- _WHAT YOU WILL DO_
Drop all images and give the records again exactly.

- _Saved entries_
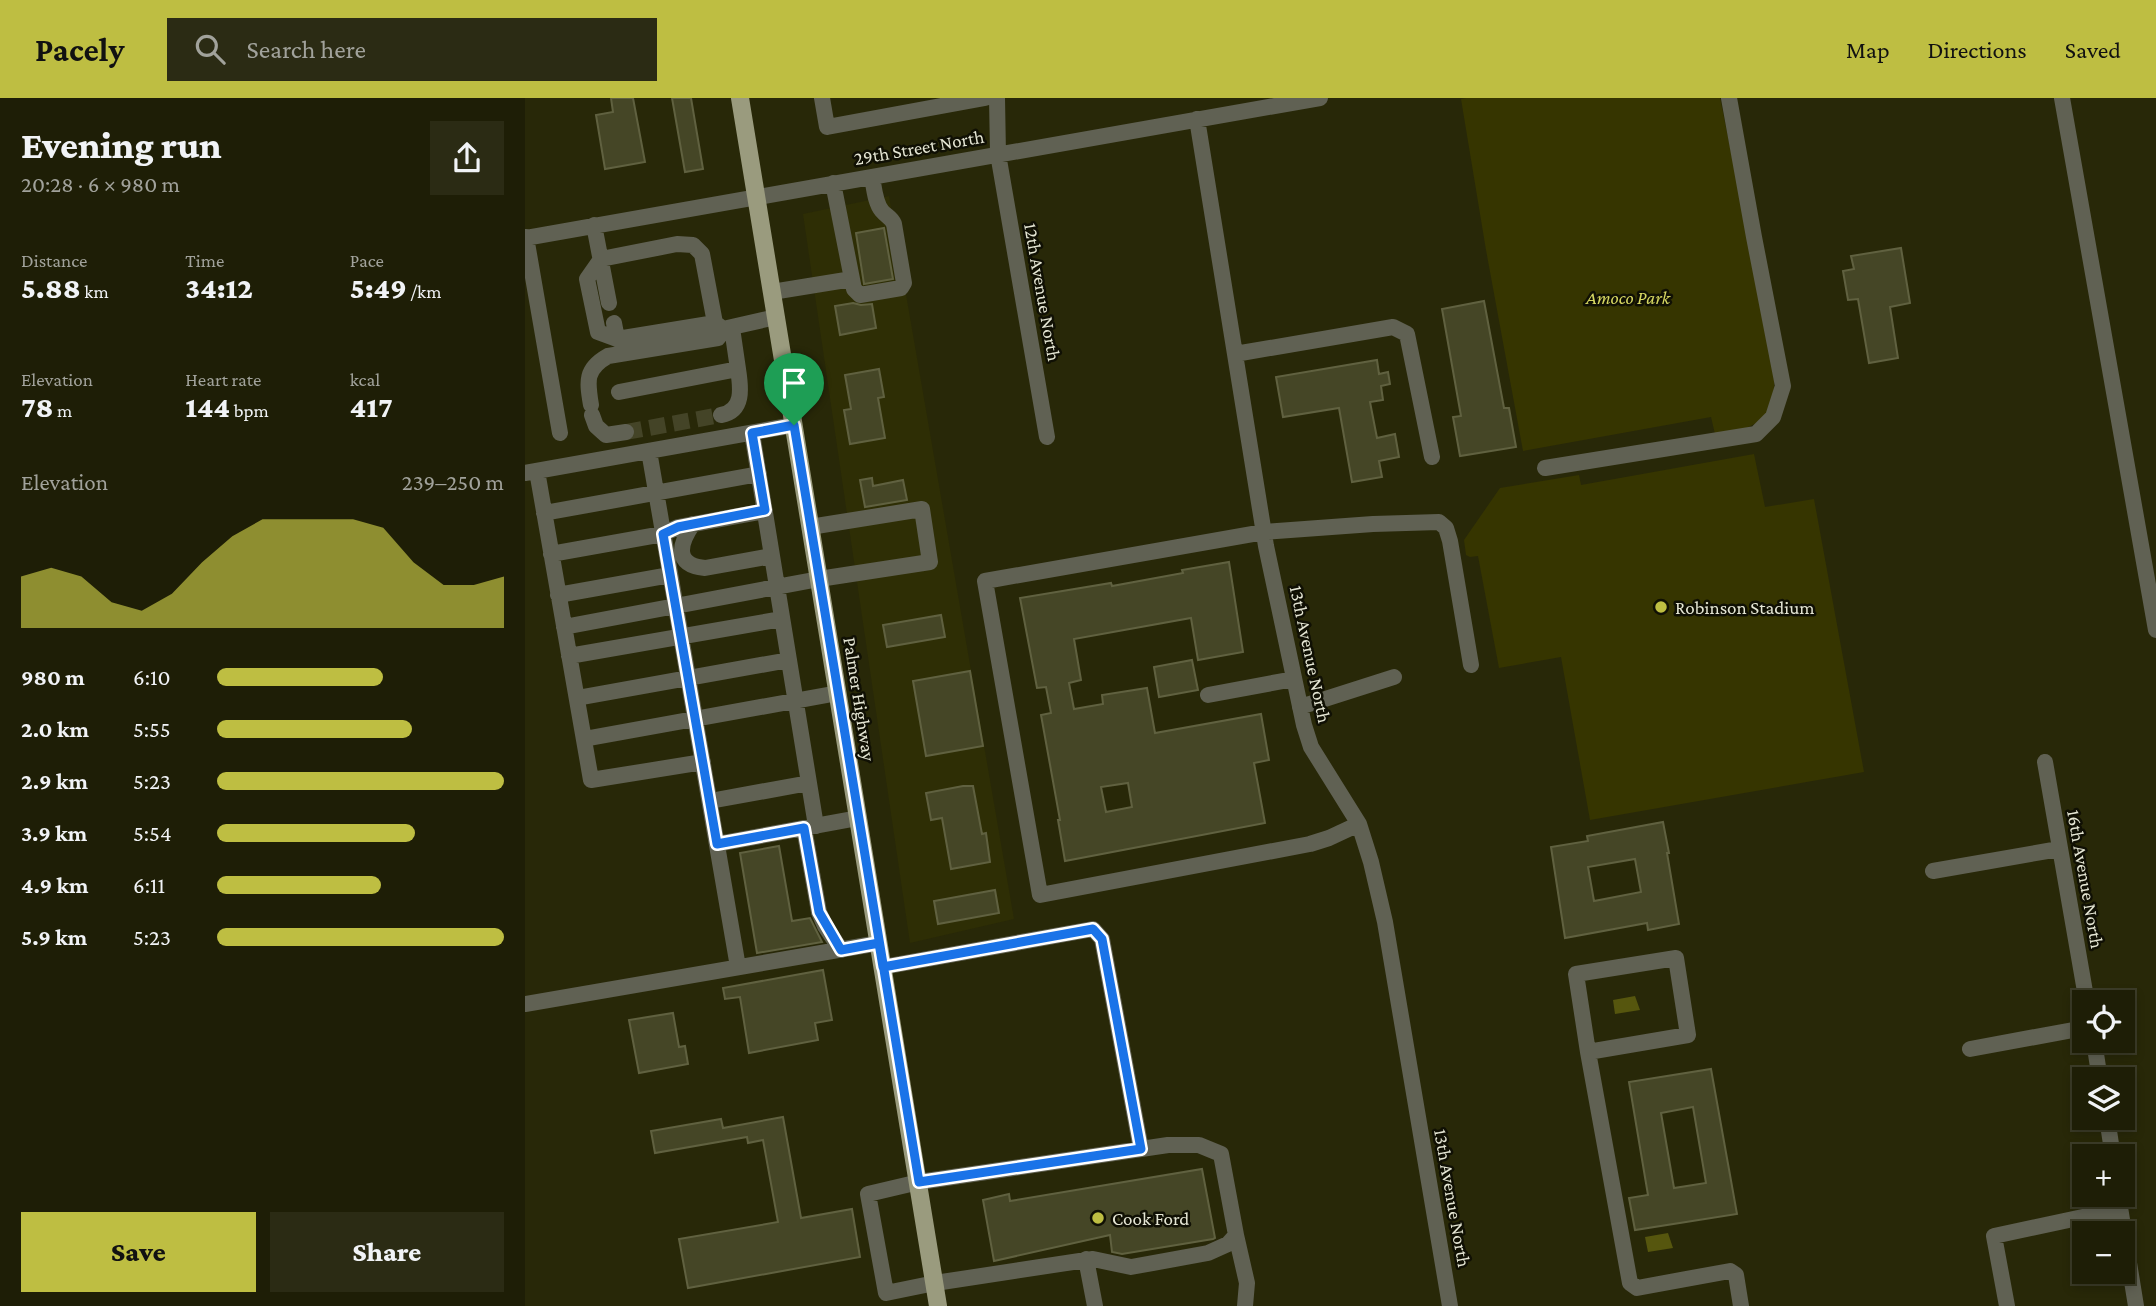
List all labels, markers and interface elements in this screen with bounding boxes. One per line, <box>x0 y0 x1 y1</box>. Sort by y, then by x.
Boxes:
search box <box>167 18 657 81</box>
icon: search <box>191 30 229 68</box>
text: Pacely <box>35 31 125 68</box>
text: Search here <box>247 35 366 64</box>
text: Map <box>1846 36 1890 63</box>
text: Directions <box>1928 36 2027 63</box>
text: Saved <box>2065 36 2121 63</box>
button: share <box>430 121 504 195</box>
text: Evening run <box>21 124 222 166</box>
street label: 29th Street North <box>852 126 986 169</box>
text: 20:28 · 6 × 980 m <box>21 171 180 197</box>
street label: 12th Avenue North <box>1020 221 1065 363</box>
text: Distance <box>21 250 87 271</box>
text: Time <box>185 250 224 271</box>
text: Pace <box>350 250 384 271</box>
text: 5.88 <box>21 271 81 304</box>
text: 34:12 <box>185 271 253 304</box>
text: 5:49 <box>350 271 407 304</box>
text: km <box>81 281 109 302</box>
text: /km <box>407 281 441 302</box>
park label: Amoco Park <box>1585 287 1671 308</box>
pin <box>764 353 824 425</box>
icon: arrive <box>775 364 813 402</box>
text: Elevation <box>21 369 93 390</box>
text: Heart rate <box>185 369 261 390</box>
text: kcal <box>350 369 380 390</box>
text: 78 <box>21 390 54 423</box>
text: 144 <box>185 390 230 423</box>
text: 417 <box>350 390 393 423</box>
text: m <box>54 400 72 421</box>
text: bpm <box>230 400 269 421</box>
text: Elevation <box>21 469 108 495</box>
text: 239–250 m <box>402 469 504 495</box>
street label: 13th Avenue North <box>1286 583 1335 725</box>
place label: Robinson Stadium <box>1675 597 1815 618</box>
marker: Robinson Stadium <box>1653 599 1669 615</box>
street label: Palmer Highway <box>839 636 880 763</box>
text: 980 m <box>21 664 85 690</box>
text: 6:10 <box>133 664 171 690</box>
text: 2.0 km <box>21 716 89 742</box>
text: 5:55 <box>133 716 171 742</box>
text: 2.9 km <box>21 768 88 794</box>
text: 5:23 <box>133 768 171 794</box>
street label: 16th Avenue North <box>2063 808 2108 950</box>
text: 3.9 km <box>21 820 87 846</box>
text: 5:54 <box>133 820 172 846</box>
text: 4.9 km <box>21 872 89 898</box>
text: 6:11 <box>133 872 165 898</box>
text: 5.9 km <box>21 924 87 950</box>
text: 5:23 <box>133 924 171 950</box>
map controls <box>2072 990 2135 1284</box>
button: locate <box>2072 990 2135 1053</box>
button: layers <box>2072 1067 2135 1130</box>
street label: 13th Avenue North <box>1430 1127 1475 1269</box>
button: + <box>2072 1144 2135 1207</box>
place label: Cook Ford <box>1112 1208 1189 1229</box>
marker: Cook Ford <box>1090 1210 1106 1226</box>
button: Save <box>21 1212 256 1292</box>
button: Share <box>270 1212 504 1292</box>
button: − <box>2072 1221 2135 1284</box>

- _RESPONSE TO THE EXERCISE_
List all labels, markers and interface elements in this screen with bounding boxes. One per line, <box>x0 y0 x1 y1</box>. Sort by y, then by x.
Boxes:
search box <box>167 18 657 81</box>
icon: search <box>191 30 229 68</box>
text: Pacely <box>35 31 125 68</box>
text: Search here <box>247 35 366 64</box>
text: Map <box>1846 36 1890 63</box>
text: Directions <box>1928 36 2027 63</box>
text: Saved <box>2065 36 2121 63</box>
button: share <box>430 121 504 195</box>
text: Evening run <box>21 124 222 166</box>
street label: 29th Street North <box>852 126 986 169</box>
text: 20:28 · 6 × 980 m <box>21 171 180 197</box>
street label: 12th Avenue North <box>1020 221 1065 363</box>
text: Distance <box>21 250 87 271</box>
text: Time <box>185 250 224 271</box>
text: Pace <box>350 250 384 271</box>
text: 5.88 <box>21 271 81 304</box>
text: 34:12 <box>185 271 253 304</box>
text: 5:49 <box>350 271 407 304</box>
text: km <box>81 281 109 302</box>
text: /km <box>407 281 441 302</box>
park label: Amoco Park <box>1585 287 1671 308</box>
pin <box>764 353 824 425</box>
icon: arrive <box>775 364 813 402</box>
text: Elevation <box>21 369 93 390</box>
text: Heart rate <box>185 369 261 390</box>
text: kcal <box>350 369 380 390</box>
text: 78 <box>21 390 54 423</box>
text: 144 <box>185 390 230 423</box>
text: 417 <box>350 390 393 423</box>
text: m <box>54 400 72 421</box>
text: bpm <box>230 400 269 421</box>
text: Elevation <box>21 469 108 495</box>
text: 239–250 m <box>402 469 504 495</box>
street label: 13th Avenue North <box>1286 583 1335 725</box>
place label: Robinson Stadium <box>1675 597 1815 618</box>
marker: Robinson Stadium <box>1653 599 1669 615</box>
street label: Palmer Highway <box>839 636 880 763</box>
text: 980 m <box>21 664 85 690</box>
text: 6:10 <box>133 664 171 690</box>
text: 2.0 km <box>21 716 89 742</box>
text: 5:55 <box>133 716 171 742</box>
text: 2.9 km <box>21 768 88 794</box>
text: 5:23 <box>133 768 171 794</box>
street label: 16th Avenue North <box>2063 808 2108 950</box>
text: 3.9 km <box>21 820 87 846</box>
text: 5:54 <box>133 820 172 846</box>
text: 4.9 km <box>21 872 89 898</box>
text: 6:11 <box>133 872 165 898</box>
text: 5.9 km <box>21 924 87 950</box>
text: 5:23 <box>133 924 171 950</box>
map controls <box>2072 990 2135 1284</box>
button: locate <box>2072 990 2135 1053</box>
button: layers <box>2072 1067 2135 1130</box>
street label: 13th Avenue North <box>1430 1127 1475 1269</box>
button: + <box>2072 1144 2135 1207</box>
place label: Cook Ford <box>1112 1208 1189 1229</box>
marker: Cook Ford <box>1090 1210 1106 1226</box>
button: Save <box>21 1212 256 1292</box>
button: Share <box>270 1212 504 1292</box>
button: − <box>2072 1221 2135 1284</box>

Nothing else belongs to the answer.